10 ... Internal engine, 10H ... Cylinder head, 10S ... Cylinder block, 10W ... Water jacket, 12 ... Intake passage, 14 ... Throttle valve, 15 ... Blow-by gas delivery path, 16 ... Intake valve, 18 ... Combustion chamber, 19A ... Inlet , 19B ... outlet, 20 ... fuel injection valve, 22 ... ignition device, 24 ... crank shaft, 26 ... exhaust valve, 28 ... exhaust passage, 30 ... ternary catalyst, 32 ... EGR passage, 33 ... EGR valve, 34 ... EGR Valve, 36 ... downstream catalyst, 37 ... low pressure fuel pump, 38 ... fuel tank, 39 ... high pressure fuel pump, 40 ... canister, 42 ... purge passage, 44 ... purge valve, 46 ... intake side valve timing variable device, 48 ... intake Side cam shaft, 50 ... crank rotor, 52 ... tooth part, 54 ... missing tooth part, 60 ... torque converter, 62 ... lockup clutch, 64 ... transmission, 66 ... input shaft, 68 ... output shaft, 69 ... drive wheel , 70 ... control device, 72 ... CPU, 74 ... ROM, 74a ... judgment program, 74b ... coping program, 74c ... temperature estimation subprogram, 76 ... storage device, 76a ... mapping data, 77 ... peripheral circuit, 78 ... local network , 79 ... communication device, 80 ... crank angle sensor, 81 ... exhaust temperature sensor, 82 ... air flow meter, 83 ... upstream air fuel ratio sensor, 84 ... downstream air fuel ratio sensor, 86 ... vehicle speed sensor, 87 ... intake side cam angle Sensor, 88 ... outside temperature sensor, 89 ... water temperature sensor, 92 ... knocking sensor, 93 ... canister internal pressure sensor, 94 ... alcohol concentration sensor, 95 ... intake air temperature sensor, 96 ... intake pressure sensor, 97 ... atmospheric pressure sensor, 98 ... Warning light, 100 ... dynamometer, 102 ... sensor group, 104 ... compatible device, 110 ... network, 120 ... center, 122 ... CPU, 124 ... ROM, 124a ... temperature estimation main program, 126 ... storage device, 126a ... mapping data , 127 ... peripheral circuit, 128 ... local network, 129 ... communication device, 200 ... engine cooling water circulation system, 210 ... first pipe, 211 ... radiator, 212 ... thermostat, 213 ... water pump, 220 ... second pipe, 221 ... Heat exchanger, 250 ... Branch.

Claims (5)

Equipped with a storage device and an execution device,
The storage device receives time-series data which is an instantaneous speed parameter in each of a plurality of consecutive second intervals included in the first interval, and is data that defines a mapping that outputs the probability that a misfire has occurred in the internal combustion engine. It remembers a certain mapping data and
The executing device is
Acquisition process for acquiring the instantaneous speed parameter based on the detection value of the sensor that detects the rotational behavior of the crankshaft of the internal combustion engine.

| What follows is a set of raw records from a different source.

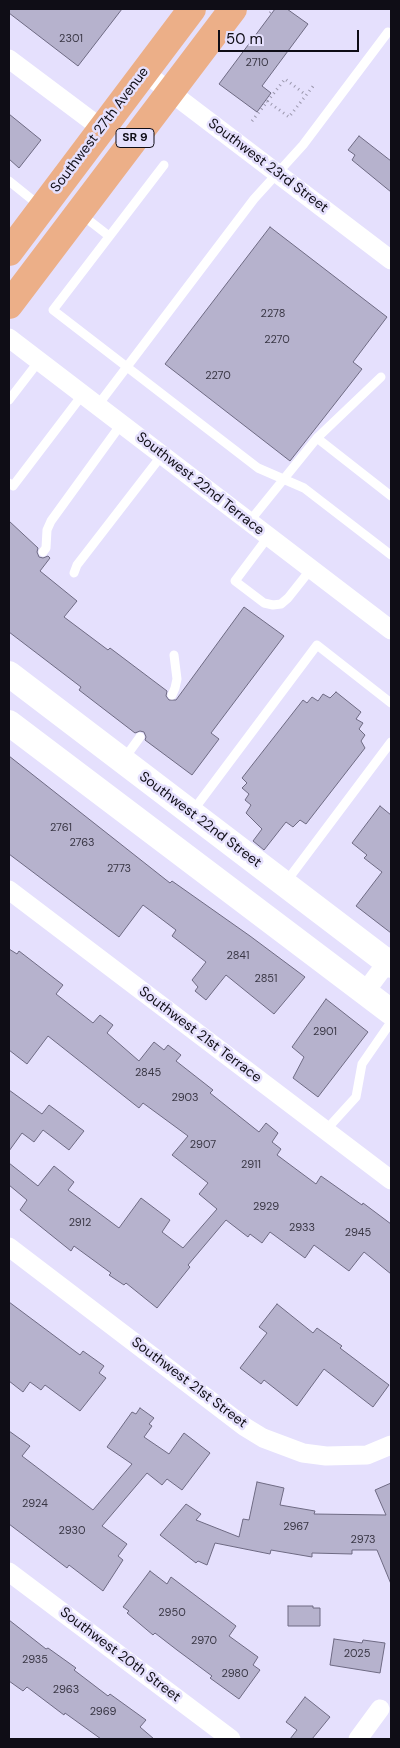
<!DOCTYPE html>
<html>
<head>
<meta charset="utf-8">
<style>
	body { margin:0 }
	#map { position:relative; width:400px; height:1748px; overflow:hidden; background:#e5e0fd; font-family:"DM Sans",sans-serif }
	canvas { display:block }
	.frame { position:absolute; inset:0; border:10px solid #0f0d16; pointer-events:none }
	.scale { position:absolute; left:218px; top:30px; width:141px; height:22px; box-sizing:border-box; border:2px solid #0f0d16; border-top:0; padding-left:6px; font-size:15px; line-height:18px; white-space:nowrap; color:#0f0d16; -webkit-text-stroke:4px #e5e0fd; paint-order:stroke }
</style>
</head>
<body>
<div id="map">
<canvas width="400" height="1748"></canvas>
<div class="frame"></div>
<div class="scale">50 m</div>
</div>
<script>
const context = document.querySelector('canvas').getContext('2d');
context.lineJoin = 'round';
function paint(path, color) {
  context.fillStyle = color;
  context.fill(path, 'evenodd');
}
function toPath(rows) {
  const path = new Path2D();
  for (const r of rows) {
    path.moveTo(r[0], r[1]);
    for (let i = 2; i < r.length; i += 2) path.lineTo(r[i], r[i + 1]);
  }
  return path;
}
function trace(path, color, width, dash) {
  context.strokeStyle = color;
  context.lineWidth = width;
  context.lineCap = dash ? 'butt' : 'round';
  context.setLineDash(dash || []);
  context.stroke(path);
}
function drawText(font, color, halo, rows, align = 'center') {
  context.font = font + ' "DM Sans",sans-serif';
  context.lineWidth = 5;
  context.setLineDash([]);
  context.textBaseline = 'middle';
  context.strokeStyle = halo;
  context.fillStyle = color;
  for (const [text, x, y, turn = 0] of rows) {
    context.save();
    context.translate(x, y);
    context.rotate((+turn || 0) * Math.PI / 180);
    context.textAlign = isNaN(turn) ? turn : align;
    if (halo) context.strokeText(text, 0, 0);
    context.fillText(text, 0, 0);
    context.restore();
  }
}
const building = toPath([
	[9,9,122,9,78,66,9,13,9,9],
	[275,9,287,9,308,24,262,86,271,93,257,112,219,84,275,9],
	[9,114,41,140,19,168,9,159,9,114],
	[359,136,391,161,391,192,352,160,355,155,348,150,359,136],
	[270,227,387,317,353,362,362,369,290,461,165,364,270,227],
	[9,521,38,548,37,552,39,557,43,558,48,556,50,558,40,571,77,601,64,617,108,650,110,648,167,691,166,696,169,700,176,700,244,607,284,636,211,733,219,739,192,775,145,740,146,737,144,732,140,731,135,733,79,690,81,687,9,632,9,521],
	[336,692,361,712,356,719,363,723,359,729,365,735,361,741,365,748,306,824,300,820,293,827,286,822,264,850,253,841,262,829,246,813,251,805,245,800,249,794,242,788,247,783,242,778,303,700,307,703,312,697,318,701,323,694,330,698,336,692],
	[9,756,170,883,172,881,250,936,305,977,274,1014,226,975,206,1000,195,991,198,987,192,980,206,962,172,936,176,930,143,905,119,937,9,854,9,756],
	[380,806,391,815,391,933,356,906,382,872,364,858,367,855,352,843,380,806],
	[9,949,17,954,19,951,63,985,56,994,93,1023,100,1015,113,1025,107,1033,139,1061,154,1042,164,1050,168,1045,181,1055,176,1061,213,1090,210,1093,259,1132,266,1123,278,1133,272,1142,281,1149,277,1155,316,1184,321,1176,362,1205,363,1203,391,1224,391,1274,364,1252,349,1271,314,1245,305,1258,270,1232,262,1243,250,1234,248,1237,226,1220,188,1265,190,1267,157,1308,126,1283,124,1285,109,1275,111,1273,74,1246,71,1251,20,1210,27,1200,9,1185,9,1163,38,1186,54,1166,74,1182,68,1190,119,1228,141,1198,170,1220,162,1232,183,1248,217,1209,199,1194,208,1183,172,1155,188,1136,143,1103,139,1108,48,1036,27,1064,9,1050,9,949],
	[326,999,368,1032,318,1097,293,1078,304,1057,292,1047,326,999],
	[9,1090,42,1114,49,1105,84,1131,69,1150,43,1130,34,1142,22,1133,9,1151,9,1090],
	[9,1302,80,1355,83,1351,104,1366,99,1373,106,1378,80,1411,45,1385,41,1390,30,1382,23,1392,9,1381,9,1302],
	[277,1304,313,1333,317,1328,342,1346,340,1348,389,1385,373,1407,324,1369,297,1406,264,1380,261,1384,240,1368,267,1333,259,1327,277,1304],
	[140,1408,154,1418,149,1424,152,1426,144,1437,169,1454,184,1433,210,1453,182,1490,167,1479,162,1485,147,1473,102,1526,127,1544,118,1556,123,1560,103,1591,69,1565,67,1568,9,1524,9,1431,30,1446,22,1456,93,1510,132,1464,107,1447,132,1412,136,1414,140,1408],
	[257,1482,284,1488,280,1505,315,1511,314,1514,386,1515,375,1490,391,1483,391,1584,377,1550,352,1550,352,1554,312,1553,312,1557,271,1550,270,1554,215,1543,207,1565,198,1561,196,1563,160,1535,186,1504,201,1514,196,1520,239,1537,243,1519,249,1520,257,1482],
	[150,1571,167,1584,171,1577,236,1626,229,1636,258,1657,253,1665,260,1670,239,1699,210,1678,212,1676,177,1650,155,1633,153,1635,127,1613,129,1611,123,1607,150,1571],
	[288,1606,313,1606,313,1608,320,1608,320,1626,288,1626,288,1606],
	[9,1620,46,1649,48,1648,76,1668,74,1670,108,1696,110,1694,146,1720,140,1727,154,1739,101,1739,65,1713,64,1715,27,1687,23,1691,9,1681,9,1620],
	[334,1639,362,1643,363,1640,385,1643,380,1673,330,1665,334,1639],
	[305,1697,330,1717,312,1739,290,1739,297,1730,286,1722,305,1697]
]);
const path = toPath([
	[270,13,274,9],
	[267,101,289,117,314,85],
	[252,121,285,79,306,95]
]);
const service = toPath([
	[164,165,53,310,258,468,304,488,391,555],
	[9,181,40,206],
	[82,215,109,236],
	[9,400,39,361],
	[98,405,254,199,303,145,388,32],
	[317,438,391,496],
	[9,483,13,486,83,394],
	[249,522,317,438,381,377],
	[268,537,235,581,264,603,273,605,281,604,288,598,311,569],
	[43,552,46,548,47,530,51,521,122,423],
	[74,573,77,565,162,455],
	[172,695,175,688,177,679,174,655],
	[124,759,140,737],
	[192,812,317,645,391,703],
	[286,882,391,742],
	[326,1130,356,1097,362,1064,391,1022]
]);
const minor = toPath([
	[9,59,101,128],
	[144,72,391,260],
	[9,338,391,630],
	[9,890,391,1180],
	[365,992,391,957],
	[9,1247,245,1427,263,1438,303,1453,326,1456,367,1455,391,1445],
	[9,1572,231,1739],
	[358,1739,380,1709]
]);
const secondary = toPath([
	[9,674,391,965],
	[9,723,391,1012]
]);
const trunk = toPath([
	[9,252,192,9],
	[9,305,233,9]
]);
const numberNames = [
	["2301",71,39],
	["2710",257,63],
	["2278",273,314],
	["2270",277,340],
	["2270",218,376],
	["2761",61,828],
	["2763",82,843],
	["2773",119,869],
	["2841",238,956],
	["2851",266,979],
	["2901",325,1032],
	["2845",148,1073],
	["2903",185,1098],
	["2907",203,1145],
	["2911",251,1165],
	["2929",266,1207],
	["2912",80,1223],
	["2933",302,1228],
	["2945",358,1233],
	["2924",35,1504],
	["2967",296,1527],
	["2930",72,1531],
	["2973",363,1540],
	["2950",172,1613],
	["2970",204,1641],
	["2025",357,1654],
	["2935",35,1660],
	["2980",235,1674],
	["2963",66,1690],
	["2969",103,1712]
];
const shields = [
	[135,138,38]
];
const shieldNames = [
	["SR 9",135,138]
];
const streetNames = [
	["Southwest 27th Avenue",100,130,-53],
	["Southwest 23rd Street",268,166,37],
	["Southwest 22nd Terrace",200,484,38],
	["Southwest 22nd Street",200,820,37],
	["Southwest 21st Terrace",200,1035,37],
	["Southwest 21st Street",189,1383,37],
	["Southwest 20th Street",120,1655,37]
];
paint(building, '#b6b2cd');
trace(building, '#6e6a83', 1);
trace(path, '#9b97ad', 3, [1, 4]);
trace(service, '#fff', 9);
trace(minor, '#fff', 19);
trace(secondary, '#fff', 26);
trace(trunk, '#ecaf88', 28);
drawText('11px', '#393644', null, numberNames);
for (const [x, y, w] of shields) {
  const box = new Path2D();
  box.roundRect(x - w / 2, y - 9.5, w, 19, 4);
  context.fillStyle = '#e5e0fd';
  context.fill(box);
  trace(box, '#0f0d16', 1);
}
drawText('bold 12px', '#0f0d16', null, shieldNames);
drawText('14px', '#0f0d16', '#e5e0fd', streetNames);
</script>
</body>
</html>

A determination process for determining the presence or absence of a misfire of the internal combustion engine based on the output of the map, which is input to the time series data which is the instantaneous speed parameter, is executed.
The mapping data is data that has been learned by machine learning, and is
The instantaneous speed parameter is a parameter corresponding to the rotational speed of the crankshaft of the internal combustion engine.
The first interval is the rotation angle interval of the crankshaft and is an interval including the compression top dead center.
The second interval is the rotation angle interval of the crankshaft and is smaller than the appearance interval of the compression top dead center.
The mapping outputs the probability that a misfire has occurred for at least one cylinder in which compression top dead center appears within the first interval.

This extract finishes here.